Share your dilemmas and get honest opinions from other Mumsnetters.

To think 17 and 43 is wrong?

440 replies

Beyinbonnet · 23/07/2016 10:37

So a relation has started seeing a 17 year old (16 when started) they are now engaged, living together and she's pregnant!!! AIBU to think this is wrong?! All in the space of 7 month?!

I'm sorry but this just unsettles me!! I know it's not really my business but it's really got to me! Fair enough be seeing each other but FML!!!

OP posts:
WannaBe · 28/07/2016 15:56

The difference is that at sixteen with a sixteen year old BF she is likely to still have a peer group of friends who, while they might not be able to persuade her directly, would likely not be overjoyed for her at wanting to have a baby. And similarly he would have a group of friends who would probably be even harsher about it.

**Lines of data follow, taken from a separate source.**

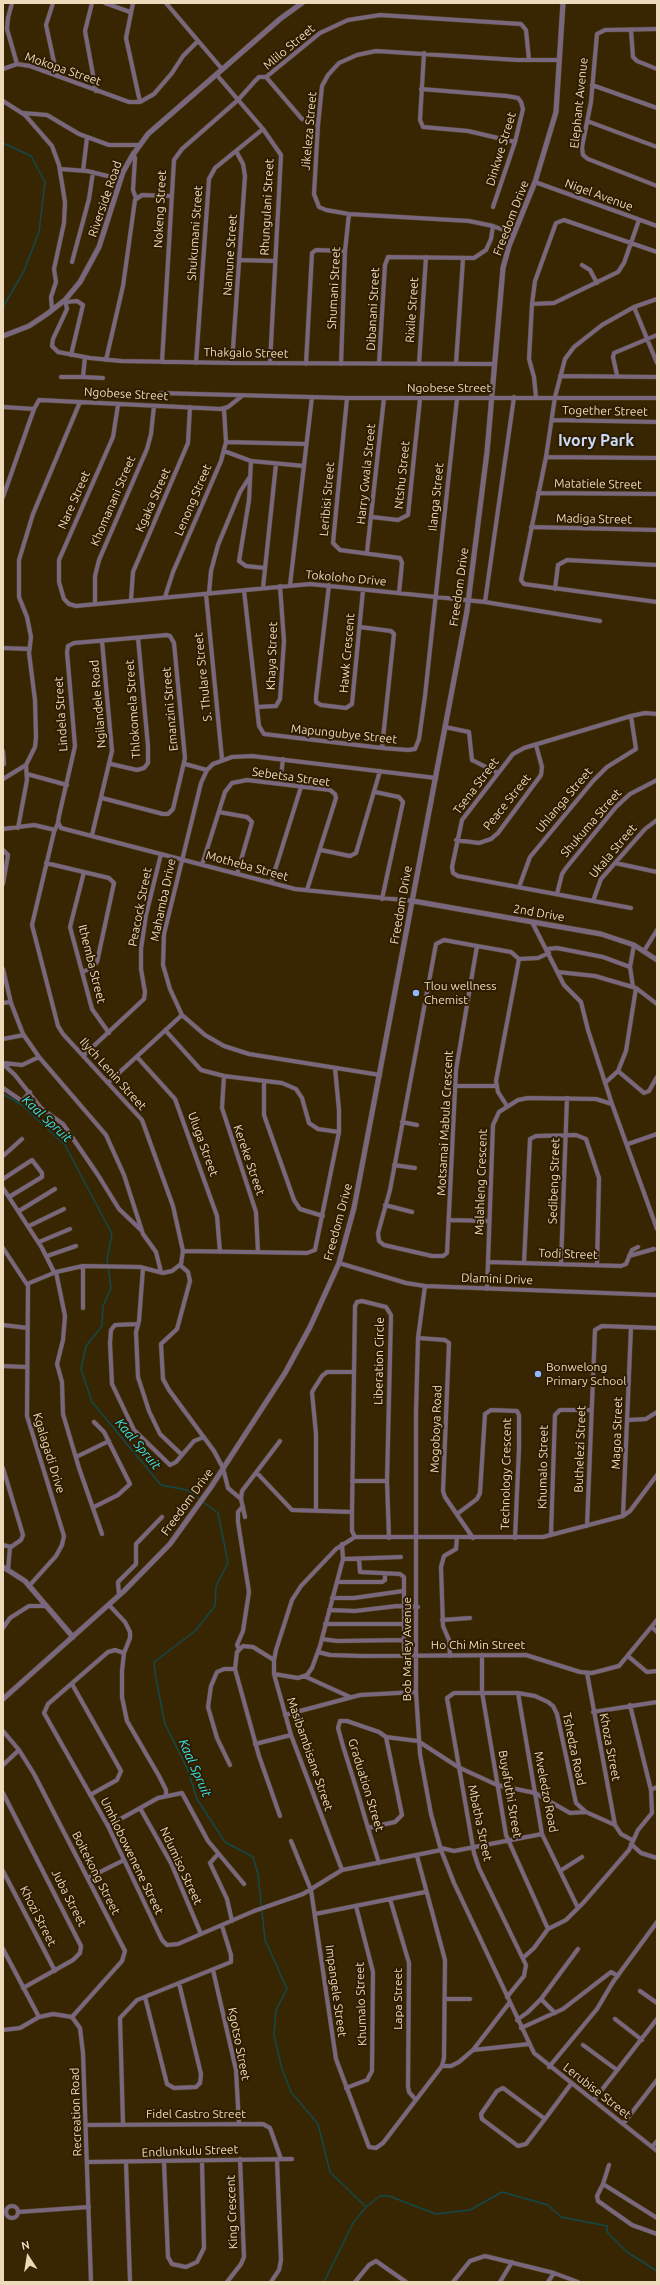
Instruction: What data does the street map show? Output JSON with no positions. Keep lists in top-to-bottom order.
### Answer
{
  "streets": {
    "street": [
      "Mlilo Street",
      "Mokopa Street",
      "Elephant Avenue",
      "Jikeleza Street",
      "Dinkwe Street",
      "Nigel Avenue",
      "Riverside Road",
      "Rhungulani Street",
      "Nokeng Street",
      "Freedom Drive",
      "Shukumani Street",
      "Namune Street",
      "Shumani Street",
      "Dibanani Street",
      "Rixile Street",
      "Thakgalo Street",
      "Ngobese Street",
      "Together Street",
      "Harry Gwala Street",
      "Ntshu Street",
      "Matatiele Street",
      "Ilanga Street",
      "Leribisi Street",
      "Nare Street",
      "Kgaka Street",
      "Lenong Street",
      "Khomanani Street",
      "Madiga Street",
      "Tokoloho Drive",
      "Hawk Crescent",
      "Khaya Street",
      "S. Thulare Street",
      "Ngilandele Road",
      "Thlokomela Street",
      "Emanzini Street",
      "Lindela Street",
      "Mapungubye Street",
      "Sebetsa Street",
      "Tsena Street",
      "Uhlanga Street",
      "Peace Street",
      "Shukuma Street",
      "Ukala Street",
      "Motheba Street",
      "Mahamba Drive",
      "Peacock Street",
      "2nd Drive",
      "Ithemba Street",
      "Ilych Lenin Street",
      "Motsamai Mabula Crescent",
      "Uluga Street",
      "Kereke Street",
      "Sedibeng Street",
      "Malahleng Crescent",
      "Todi Street",
      "Dlamini Drive",
      "Liberation Circle",
      "Mogoboya Road",
      "Magoa Street",
      "Buthelezi Street",
      "Kgalagadi Drive",
      "Khumalo Street",
      "Technology Crescent",
      "Ho Chi Min Street",
      "Bob Marley Avenue",
      "Khoza Street",
      "Tshedza Road",
      "Masibambisane Street",
      "Graduation Street",
      "Mveledzo Road",
      "Buyafuthi Street",
      "Mbatha Street",
      "Umhlobowenene Street",
      "Ndumiso Street",
      "Boitekong Street",
      "Juba Street",
      "Khozi Street",
      "Impangele Street",
      "Lapa Street",
      "Kgotso Street",
      "Lerubise Street",
      "Recreation Road",
      "Fidel Castro Street",
      "Endlunkulu Street",
      "King Crescent"
    ]
  },
  "crossings": [
    ["Mlilo Street", "Jikeleza Street"],
    ["Mlilo Street", "Nokeng Street"],
    ["Jikeleza Street", "Freedom Drive"],
    ["Jikeleza Street", "Shumani Street"],
    ["Nigel Avenue", "Freedom Drive"],
    ["Riverside Road", "Rhungulani Street"],
    ["Riverside Road", "Thakgalo Street"],
    ["Rhungulani Street", "Nokeng Street"],
    ["Rhungulani Street", "Shukumani Street"],
    ["Rhungulani Street", "Thakgalo Street"],
    ["Nokeng Street", "Thakgalo Street"],
    ["Freedom Drive", "Thakgalo Street"],
    ["Freedom Drive", "Ngobese Street"],
    ["Freedom Drive", "Tokoloho Drive"],
    ["Freedom Drive", "Motheba Street"],
    ["Freedom Drive", "Mahamba Drive"],
    ["Freedom Drive", "2nd Drive"],
    ["Freedom Drive", "Dlamini Drive"],
    ["Shukumani Street", "Namune Street"],
    ["Shukumani Street", "Thakgalo Street"],
    ["Namune Street", "Thakgalo Street"],
    ["Shumani Street", "Thakgalo Street"],
    ["Dibanani Street", "Rixile Street"],
    ["Dibanani Street", "Thakgalo Street"],
    ["Rixile Street", "Thakgalo Street"],
    ["Ngobese Street", "Harry Gwala Street"],
    ["Ngobese Street", "Ntshu Street"],
    ["Ngobese Street", "Ilanga Street"],
    ["Ngobese Street", "Leribisi Street"],
    ["Ngobese Street", "Nare Street"],
    ["Ngobese Street", "Kgaka Street"],
    ["Ngobese Street", "Lenong Street"],
    ["Ngobese Street", "Khomanani Street"],
    ["Harry Gwala Street", "Ntshu Street"],
    ["Harry Gwala Street", "Leribisi Street"],
    ["Ilanga Street", "Tokoloho Drive"],
    ["Ilanga Street", "Mapungubye Street"],
    ["Leribisi Street", "Tokoloho Drive"],
    ["Nare Street", "Tokoloho Drive"],
    ["Kgaka Street", "Tokoloho Drive"],
    ["Lenong Street", "Tokoloho Drive"],
    ["Khomanani Street", "Tokoloho Drive"],
    ["Tokoloho Drive", "Hawk Crescent"],
    ["Tokoloho Drive", "Khaya Street"],
    ["Tokoloho Drive", "S. Thulare Street"],
    ["Tokoloho Drive", "Mapungubye Street"],
    ["Khaya Street", "Mapungubye Street"],
    ["Ngilandele Road", "Thlokomela Street"],
    ["Ngilandele Road", "Emanzini Street"],
    ["Ngilandele Road", "Motheba Street"],
    ["Thlokomela Street", "Emanzini Street"],
    ["Emanzini Street", "Lindela Street"],
    ["Lindela Street", "Motheba Street"],
    ["Lindela Street", "Ilych Lenin Street"],
    ["Sebetsa Street", "Motheba Street"],
    ["Tsena Street", "Uhlanga Street"],
    ["Tsena Street", "Peace Street"],
    ["Tsena Street", "Shukuma Street"],
    ["Tsena Street", "Ukala Street"],
    ["Motheba Street", "Mahamba Drive"],
    ["Motheba Street", "Peacock Street"],
    ["Motheba Street", "2nd Drive"],
    ["Peacock Street", "Ithemba Street"],
    ["Peacock Street", "Ilych Lenin Street"],
    ["Sedibeng Street", "Malahleng Crescent"],
    ["Sedibeng Street", "Todi Street"],
    ["Malahleng Crescent", "Todi Street"],
    ["Malahleng Crescent", "Dlamini Drive"],
    ["Dlamini Drive", "Bob Marley Avenue"],
    ["Liberation Circle", "Masibambisane Street"],
    ["Mogoboya Road", "Technology Crescent"],
    ["Mogoboya Road", "Bob Marley Avenue"],
    ["Mogoboya Road", "Masibambisane Street"],
    ["Magoa Street", "Buthelezi Street"],
    ["Magoa Street", "Masibambisane Street"],
    ["Buthelezi Street", "Khumalo Street"],
    ["Buthelezi Street", "Masibambisane Street"],
    ["Khumalo Street", "Masibambisane Street"],
    ["Khumalo Street", "Impangele Street"],
    ["Technology Crescent", "Masibambisane Street"],
    ["Ho Chi Min Street", "Bob Marley Avenue"],
    ["Ho Chi Min Street", "Khoza Street"],
    ["Ho Chi Min Street", "Buyafuthi Street"],
    ["Bob Marley Avenue", "Masibambisane Street"],
    ["Bob Marley Avenue", "Mbatha Street"],
    ["Bob Marley Avenue", "Lerubise Street"],
    ["Tshedza Road", "Mveledzo Road"],
    ["Tshedza Road", "Buyafuthi Street"],
    ["Tshedza Road", "Mbatha Street"],
    ["Masibambisane Street", "Umhlobowenene Street"],
    ["Buyafuthi Street", "Mbatha Street"],
    ["Umhlobowenene Street", "Ndumiso Street"],
    ["Umhlobowenene Street", "Impangele Street"],
    ["Boitekong Street", "Recreation Road"],
    ["Juba Street", "Khozi Street"],
    ["Impangele Street", "Lapa Street"],
    ["Kgotso Street", "Fidel Castro Street"],
    ["Recreation Road", "Fidel Castro Street"],
    ["Recreation Road", "Endlunkulu Street"],
    ["Fidel Castro Street", "Endlunkulu Street"],
    ["Endlunkulu Street", "King Crescent"]
  ],
  "districts": ["Ivory Park"],
  "water": ["Kaal Spruit"],
  "places": ["Tlou wellness Chemist", "Bonwelong Primary School"],
  "north": "top"
}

Whereas at sixteen with a 42 year old there isn't likely to be a group of friends in the equation any more. Because her life will be that much different. Not many sixteen year olds want to hang about with 42 year olds, so it's likely most of her friends will have already distanced themselves, in which case she will be isolated already.

Bambambini · 28/07/2016 16:32

I can just imagine my 14 yr old son in 2 or 3 yrs hooking up with a mid 40's woman and having a child -well, no i can't really. You sound ridiculous Lweji.

Lweji · 28/07/2016 16:37

WannaBe

What a lot of conjecture.

The 16/17 year old is already pregnant. She was convinced by her boyfriend (whatever the age).
What do you know about her peers or who are part of her circle?
And what about peer pressure? For what? For an abortion? Hmm
How many teenage peer groups are that critical of each other having children? Realistically?

I know who sounds ridiculous.

EnthusiasmDisturbed · 28/07/2016 17:02

Where did I say I think it would be that it is better that she was with a feckless 17 year old who convinced her to have a baby Hmm

But with someone her own age or of similar age the power balance is not automatically there she will have more autonomy in the relationship but no doubt you shall argue that is not necessarily the case

I find it odd how you are twisting the argument constantly you may not see it personally as an issue most do because the age difference her being so young him so much older and having lived life as an adult his experiences will be vastly different

HandsomeGroomGiveHerRoom · 28/07/2016 17:18

It's not my main objection, but this man is robbing her of the opportunities and of a youth that he's already had.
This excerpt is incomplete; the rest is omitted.